- **Activity**: Please reproduce exactly the lines that begin the listing below, up to and including the line where "margin:0; padding:0; list-style:none" occurs.

- **Excerpted records**:
_ _ _

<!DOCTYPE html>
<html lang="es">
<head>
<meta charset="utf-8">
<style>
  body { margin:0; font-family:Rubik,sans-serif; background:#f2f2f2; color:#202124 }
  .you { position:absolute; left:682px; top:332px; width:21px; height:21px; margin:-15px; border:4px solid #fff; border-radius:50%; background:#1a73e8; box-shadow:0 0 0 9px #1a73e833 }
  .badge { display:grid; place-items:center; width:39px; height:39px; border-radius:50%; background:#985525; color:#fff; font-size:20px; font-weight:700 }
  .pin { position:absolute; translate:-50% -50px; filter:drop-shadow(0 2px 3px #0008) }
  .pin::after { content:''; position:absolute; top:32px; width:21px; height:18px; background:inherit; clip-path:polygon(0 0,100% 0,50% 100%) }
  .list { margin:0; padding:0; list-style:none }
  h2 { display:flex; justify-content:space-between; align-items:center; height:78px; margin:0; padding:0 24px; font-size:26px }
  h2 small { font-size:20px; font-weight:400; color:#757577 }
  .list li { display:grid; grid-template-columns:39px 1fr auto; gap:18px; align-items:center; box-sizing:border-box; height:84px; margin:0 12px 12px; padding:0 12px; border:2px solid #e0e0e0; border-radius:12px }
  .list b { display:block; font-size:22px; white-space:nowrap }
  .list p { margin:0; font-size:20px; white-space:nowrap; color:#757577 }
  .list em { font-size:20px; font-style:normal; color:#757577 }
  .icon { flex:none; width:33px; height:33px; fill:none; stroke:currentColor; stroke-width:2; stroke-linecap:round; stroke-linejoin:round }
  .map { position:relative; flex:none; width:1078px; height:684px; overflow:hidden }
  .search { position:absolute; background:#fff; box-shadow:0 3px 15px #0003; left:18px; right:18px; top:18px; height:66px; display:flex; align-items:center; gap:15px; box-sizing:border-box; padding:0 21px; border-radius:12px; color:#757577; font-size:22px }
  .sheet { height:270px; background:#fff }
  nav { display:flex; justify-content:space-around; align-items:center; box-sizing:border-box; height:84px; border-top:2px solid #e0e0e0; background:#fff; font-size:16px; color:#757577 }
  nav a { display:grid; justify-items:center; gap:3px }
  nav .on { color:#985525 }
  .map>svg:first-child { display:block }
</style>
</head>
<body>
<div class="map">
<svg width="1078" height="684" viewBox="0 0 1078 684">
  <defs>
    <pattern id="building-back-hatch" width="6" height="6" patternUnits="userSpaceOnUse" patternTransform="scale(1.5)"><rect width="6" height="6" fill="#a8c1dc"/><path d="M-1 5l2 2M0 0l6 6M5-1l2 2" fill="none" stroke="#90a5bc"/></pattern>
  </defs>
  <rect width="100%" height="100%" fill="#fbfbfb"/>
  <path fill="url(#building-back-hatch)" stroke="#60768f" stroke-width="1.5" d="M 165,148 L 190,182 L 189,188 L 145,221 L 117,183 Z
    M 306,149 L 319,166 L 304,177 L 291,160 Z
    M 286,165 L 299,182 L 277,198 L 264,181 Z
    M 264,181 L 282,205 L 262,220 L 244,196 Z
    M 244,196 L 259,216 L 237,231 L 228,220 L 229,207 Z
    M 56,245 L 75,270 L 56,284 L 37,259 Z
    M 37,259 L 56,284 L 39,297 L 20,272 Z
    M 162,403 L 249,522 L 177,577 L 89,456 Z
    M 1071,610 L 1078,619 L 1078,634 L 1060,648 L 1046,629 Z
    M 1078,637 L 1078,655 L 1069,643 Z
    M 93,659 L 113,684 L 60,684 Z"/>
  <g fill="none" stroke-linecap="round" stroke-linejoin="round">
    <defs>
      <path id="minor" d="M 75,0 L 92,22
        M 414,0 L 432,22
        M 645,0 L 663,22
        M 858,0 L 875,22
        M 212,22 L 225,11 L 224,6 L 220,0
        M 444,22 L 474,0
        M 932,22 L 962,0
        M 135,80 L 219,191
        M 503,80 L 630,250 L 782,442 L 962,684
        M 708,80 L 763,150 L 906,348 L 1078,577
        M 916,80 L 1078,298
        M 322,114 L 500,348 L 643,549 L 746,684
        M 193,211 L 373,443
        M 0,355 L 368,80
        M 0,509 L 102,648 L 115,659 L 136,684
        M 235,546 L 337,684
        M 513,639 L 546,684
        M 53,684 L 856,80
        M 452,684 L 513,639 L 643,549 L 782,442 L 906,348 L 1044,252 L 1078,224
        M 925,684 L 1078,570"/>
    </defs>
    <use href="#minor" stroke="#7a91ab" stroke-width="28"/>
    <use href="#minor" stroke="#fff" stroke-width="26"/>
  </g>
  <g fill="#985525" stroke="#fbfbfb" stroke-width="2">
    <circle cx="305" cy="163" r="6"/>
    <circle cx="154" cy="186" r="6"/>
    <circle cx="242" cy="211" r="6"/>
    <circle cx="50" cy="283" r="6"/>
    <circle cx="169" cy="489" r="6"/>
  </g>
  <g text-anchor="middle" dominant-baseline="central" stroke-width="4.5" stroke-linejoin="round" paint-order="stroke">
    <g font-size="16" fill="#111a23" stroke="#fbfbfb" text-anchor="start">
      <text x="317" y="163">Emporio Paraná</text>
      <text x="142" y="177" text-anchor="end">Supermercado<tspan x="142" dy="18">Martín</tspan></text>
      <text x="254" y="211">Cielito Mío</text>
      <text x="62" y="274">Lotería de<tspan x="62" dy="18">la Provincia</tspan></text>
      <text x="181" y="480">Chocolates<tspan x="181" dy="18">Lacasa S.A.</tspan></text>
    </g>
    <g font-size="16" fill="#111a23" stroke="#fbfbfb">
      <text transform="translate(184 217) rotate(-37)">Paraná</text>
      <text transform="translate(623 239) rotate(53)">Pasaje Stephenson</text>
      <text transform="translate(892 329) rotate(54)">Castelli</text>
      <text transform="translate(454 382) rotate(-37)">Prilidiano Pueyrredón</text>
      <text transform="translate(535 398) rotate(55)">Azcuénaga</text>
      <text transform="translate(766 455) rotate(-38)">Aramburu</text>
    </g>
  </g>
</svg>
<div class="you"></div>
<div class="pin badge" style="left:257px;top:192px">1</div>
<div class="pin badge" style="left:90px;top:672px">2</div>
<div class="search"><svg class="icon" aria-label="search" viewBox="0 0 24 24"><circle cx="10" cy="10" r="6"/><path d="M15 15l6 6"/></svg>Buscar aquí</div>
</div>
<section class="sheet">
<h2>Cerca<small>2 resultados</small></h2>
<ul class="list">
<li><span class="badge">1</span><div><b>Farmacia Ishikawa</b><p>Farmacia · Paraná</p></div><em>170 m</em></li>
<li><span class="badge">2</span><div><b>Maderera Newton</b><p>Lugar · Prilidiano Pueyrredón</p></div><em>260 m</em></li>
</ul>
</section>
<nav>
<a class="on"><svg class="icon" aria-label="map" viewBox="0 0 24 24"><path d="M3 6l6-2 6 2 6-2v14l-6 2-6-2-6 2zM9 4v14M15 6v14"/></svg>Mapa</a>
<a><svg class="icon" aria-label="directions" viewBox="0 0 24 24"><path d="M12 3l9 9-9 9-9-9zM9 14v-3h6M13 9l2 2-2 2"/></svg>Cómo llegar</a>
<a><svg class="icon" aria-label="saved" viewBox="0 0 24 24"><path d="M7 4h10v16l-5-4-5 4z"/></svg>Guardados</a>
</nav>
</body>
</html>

_ _ _

- **Answer section**:
<!DOCTYPE html>
<html lang="es">
<head>
<meta charset="utf-8">
<style>
  body { margin:0; font-family:Rubik,sans-serif; background:#f2f2f2; color:#202124 }
  .you { position:absolute; left:682px; top:332px; width:21px; height:21px; margin:-15px; border:4px solid #fff; border-radius:50%; background:#1a73e8; box-shadow:0 0 0 9px #1a73e833 }
  .badge { display:grid; place-items:center; width:39px; height:39px; border-radius:50%; background:#985525; color:#fff; font-size:20px; font-weight:700 }
  .pin { position:absolute; translate:-50% -50px; filter:drop-shadow(0 2px 3px #0008) }
  .pin::after { content:''; position:absolute; top:32px; width:21px; height:18px; background:inherit; clip-path:polygon(0 0,100% 0,50% 100%) }
  .list { margin:0; padding:0; list-style:none }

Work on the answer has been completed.